Difficile dunque andare a definire il reale impatto numerico di una decisione di questo tipo, “ma posso dire con certezza – continua Seghezzi – che quando lo sblocco dei licenziamenti arriverà, il problema vero sarà soprattutto nei servizi, nel turismo e nella ristorazione.

Le stime

Secondo una nota della Banca d’Italia, senza le varie misure adottate dal governo per tutelare il lavoro – tra il sostegno alla liquidità delle imprese, l’estensione della Cig e il blocco dei licenziamenti – i recessi dei rapporti lavorativi sarebbero potuti essere 600.000 in più.

Inoltre, secondo un’indagine Istat svolta tra ottobre e novembre 2020, sarebbero quasi 292.000 le aziende con almeno 3 lavoratori in crisi.
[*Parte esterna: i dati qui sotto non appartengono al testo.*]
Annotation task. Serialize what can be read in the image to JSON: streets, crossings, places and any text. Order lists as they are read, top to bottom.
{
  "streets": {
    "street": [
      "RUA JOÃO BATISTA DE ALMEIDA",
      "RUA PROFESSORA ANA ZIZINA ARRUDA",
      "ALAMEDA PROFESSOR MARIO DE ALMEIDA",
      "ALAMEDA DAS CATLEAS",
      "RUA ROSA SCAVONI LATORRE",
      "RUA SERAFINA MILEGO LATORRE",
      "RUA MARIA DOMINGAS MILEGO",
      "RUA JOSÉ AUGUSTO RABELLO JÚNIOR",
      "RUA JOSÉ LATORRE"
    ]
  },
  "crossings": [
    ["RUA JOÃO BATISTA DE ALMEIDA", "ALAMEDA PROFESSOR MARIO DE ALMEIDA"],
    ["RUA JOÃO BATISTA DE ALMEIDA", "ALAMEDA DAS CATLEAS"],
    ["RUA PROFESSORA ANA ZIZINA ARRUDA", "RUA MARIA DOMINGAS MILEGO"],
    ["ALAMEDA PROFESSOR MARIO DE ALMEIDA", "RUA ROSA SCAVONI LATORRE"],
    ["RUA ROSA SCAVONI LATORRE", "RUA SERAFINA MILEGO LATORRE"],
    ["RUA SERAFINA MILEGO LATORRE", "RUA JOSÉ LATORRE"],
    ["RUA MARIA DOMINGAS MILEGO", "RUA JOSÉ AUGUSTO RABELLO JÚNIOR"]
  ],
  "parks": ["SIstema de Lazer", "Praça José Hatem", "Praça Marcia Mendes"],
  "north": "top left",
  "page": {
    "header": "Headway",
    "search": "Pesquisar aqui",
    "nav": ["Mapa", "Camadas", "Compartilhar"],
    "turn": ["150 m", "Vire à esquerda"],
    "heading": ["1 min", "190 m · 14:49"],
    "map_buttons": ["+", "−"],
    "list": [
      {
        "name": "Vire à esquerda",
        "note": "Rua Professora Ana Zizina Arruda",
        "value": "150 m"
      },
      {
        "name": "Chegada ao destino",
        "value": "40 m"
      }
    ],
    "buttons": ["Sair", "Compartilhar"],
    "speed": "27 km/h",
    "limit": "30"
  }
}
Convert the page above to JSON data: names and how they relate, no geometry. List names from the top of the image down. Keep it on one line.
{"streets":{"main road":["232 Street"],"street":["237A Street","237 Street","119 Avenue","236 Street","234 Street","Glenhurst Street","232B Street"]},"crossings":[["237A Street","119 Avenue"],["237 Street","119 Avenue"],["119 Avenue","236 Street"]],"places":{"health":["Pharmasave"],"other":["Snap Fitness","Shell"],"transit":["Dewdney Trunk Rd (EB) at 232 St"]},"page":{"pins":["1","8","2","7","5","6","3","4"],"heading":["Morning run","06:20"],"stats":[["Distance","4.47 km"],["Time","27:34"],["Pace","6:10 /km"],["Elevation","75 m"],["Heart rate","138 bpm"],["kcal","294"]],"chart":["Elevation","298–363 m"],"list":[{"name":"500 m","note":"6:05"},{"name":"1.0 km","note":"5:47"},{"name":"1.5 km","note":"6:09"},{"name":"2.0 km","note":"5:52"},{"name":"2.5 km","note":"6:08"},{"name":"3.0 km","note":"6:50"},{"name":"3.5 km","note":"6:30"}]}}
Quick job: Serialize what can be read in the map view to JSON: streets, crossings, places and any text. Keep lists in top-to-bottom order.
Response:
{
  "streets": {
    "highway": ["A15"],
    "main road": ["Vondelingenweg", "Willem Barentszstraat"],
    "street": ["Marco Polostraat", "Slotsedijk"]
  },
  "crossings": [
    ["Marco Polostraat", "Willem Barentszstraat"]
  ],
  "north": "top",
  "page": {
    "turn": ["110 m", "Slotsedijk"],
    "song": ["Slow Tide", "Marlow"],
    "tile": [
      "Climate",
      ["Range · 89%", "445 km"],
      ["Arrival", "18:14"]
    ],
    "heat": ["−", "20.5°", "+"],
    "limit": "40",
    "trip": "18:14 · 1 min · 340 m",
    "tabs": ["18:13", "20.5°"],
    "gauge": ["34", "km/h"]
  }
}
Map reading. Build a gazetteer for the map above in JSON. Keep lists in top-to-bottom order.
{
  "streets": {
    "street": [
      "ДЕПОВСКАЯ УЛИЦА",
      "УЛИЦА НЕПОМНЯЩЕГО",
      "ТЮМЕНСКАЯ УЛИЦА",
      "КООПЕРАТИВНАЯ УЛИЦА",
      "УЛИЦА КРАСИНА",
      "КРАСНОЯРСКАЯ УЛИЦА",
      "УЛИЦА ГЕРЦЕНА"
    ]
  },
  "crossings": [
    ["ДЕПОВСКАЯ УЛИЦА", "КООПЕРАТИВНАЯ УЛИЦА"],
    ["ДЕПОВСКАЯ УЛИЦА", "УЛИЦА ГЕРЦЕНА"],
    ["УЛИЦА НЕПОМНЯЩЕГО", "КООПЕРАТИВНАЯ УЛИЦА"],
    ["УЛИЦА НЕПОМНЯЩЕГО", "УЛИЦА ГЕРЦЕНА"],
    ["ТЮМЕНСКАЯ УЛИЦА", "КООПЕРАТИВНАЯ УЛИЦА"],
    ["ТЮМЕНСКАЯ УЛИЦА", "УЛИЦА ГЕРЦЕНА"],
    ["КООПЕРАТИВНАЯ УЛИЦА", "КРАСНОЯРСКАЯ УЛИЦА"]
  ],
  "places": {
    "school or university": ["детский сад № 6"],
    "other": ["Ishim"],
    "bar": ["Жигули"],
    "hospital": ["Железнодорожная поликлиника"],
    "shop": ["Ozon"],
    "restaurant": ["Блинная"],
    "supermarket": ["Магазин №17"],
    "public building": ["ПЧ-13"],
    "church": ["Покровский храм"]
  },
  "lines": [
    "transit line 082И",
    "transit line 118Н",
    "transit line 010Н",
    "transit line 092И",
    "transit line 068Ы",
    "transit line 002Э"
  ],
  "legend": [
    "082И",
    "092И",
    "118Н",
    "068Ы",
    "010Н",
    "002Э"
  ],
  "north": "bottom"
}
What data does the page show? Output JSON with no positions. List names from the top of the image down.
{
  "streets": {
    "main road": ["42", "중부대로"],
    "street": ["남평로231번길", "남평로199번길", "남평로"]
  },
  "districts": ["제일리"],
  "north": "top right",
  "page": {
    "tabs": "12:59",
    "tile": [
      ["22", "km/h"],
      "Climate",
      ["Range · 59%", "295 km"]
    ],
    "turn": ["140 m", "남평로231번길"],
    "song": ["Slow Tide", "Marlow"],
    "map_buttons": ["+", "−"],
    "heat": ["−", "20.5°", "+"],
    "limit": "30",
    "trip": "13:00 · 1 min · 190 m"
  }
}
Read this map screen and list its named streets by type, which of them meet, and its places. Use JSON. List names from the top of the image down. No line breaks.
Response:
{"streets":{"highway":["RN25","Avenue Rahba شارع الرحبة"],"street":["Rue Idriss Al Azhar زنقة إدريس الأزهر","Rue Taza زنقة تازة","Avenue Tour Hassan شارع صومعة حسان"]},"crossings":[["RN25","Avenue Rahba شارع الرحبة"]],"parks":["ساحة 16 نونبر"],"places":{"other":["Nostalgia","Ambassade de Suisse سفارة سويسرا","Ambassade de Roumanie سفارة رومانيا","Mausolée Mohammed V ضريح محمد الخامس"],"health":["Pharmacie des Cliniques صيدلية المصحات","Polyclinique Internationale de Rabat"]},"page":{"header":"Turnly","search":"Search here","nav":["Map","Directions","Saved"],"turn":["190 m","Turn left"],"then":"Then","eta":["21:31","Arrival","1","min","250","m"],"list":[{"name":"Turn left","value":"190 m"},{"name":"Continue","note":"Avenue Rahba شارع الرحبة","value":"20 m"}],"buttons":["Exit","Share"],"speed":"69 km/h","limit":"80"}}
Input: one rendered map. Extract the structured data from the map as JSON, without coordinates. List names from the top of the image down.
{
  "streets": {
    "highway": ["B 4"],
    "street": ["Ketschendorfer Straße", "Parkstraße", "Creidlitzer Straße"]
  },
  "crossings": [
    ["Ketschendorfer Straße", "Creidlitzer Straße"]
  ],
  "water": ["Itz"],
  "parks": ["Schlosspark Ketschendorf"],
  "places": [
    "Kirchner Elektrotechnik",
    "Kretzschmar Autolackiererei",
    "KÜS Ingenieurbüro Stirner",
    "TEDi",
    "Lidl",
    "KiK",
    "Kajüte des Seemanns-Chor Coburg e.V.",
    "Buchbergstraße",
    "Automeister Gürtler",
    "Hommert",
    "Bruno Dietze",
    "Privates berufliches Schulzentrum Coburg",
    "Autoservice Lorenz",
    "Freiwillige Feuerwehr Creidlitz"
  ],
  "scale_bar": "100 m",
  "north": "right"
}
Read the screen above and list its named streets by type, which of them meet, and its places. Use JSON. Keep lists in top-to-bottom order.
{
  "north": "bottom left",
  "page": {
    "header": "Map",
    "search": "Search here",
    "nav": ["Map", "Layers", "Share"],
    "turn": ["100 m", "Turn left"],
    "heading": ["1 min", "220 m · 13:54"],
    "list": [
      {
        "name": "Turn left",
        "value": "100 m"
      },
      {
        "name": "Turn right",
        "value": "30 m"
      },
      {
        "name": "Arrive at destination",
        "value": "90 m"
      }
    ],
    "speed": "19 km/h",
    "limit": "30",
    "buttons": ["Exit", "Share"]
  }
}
Si parla di circa 1,9 milioni di addetti. E ancora, nel suo Rapporto annuale in Cnel ha sottolineato come 12 milioni di lavoratori tra dipendenti e autonomi abbiamo subito una drastica riduzione dell’attività lavorativa in seguita al lockdown, con conseguenze naturali sugli introiti.

Un quadro decisamente difficile all’interno del quale operare, con la Confesercenti che chiede l’introduzione di politiche attive per il lavoro, le uniche che a loro modo di vedere potrebbe in questo momento fare da tappo ad una situazione pronta ad esplodere.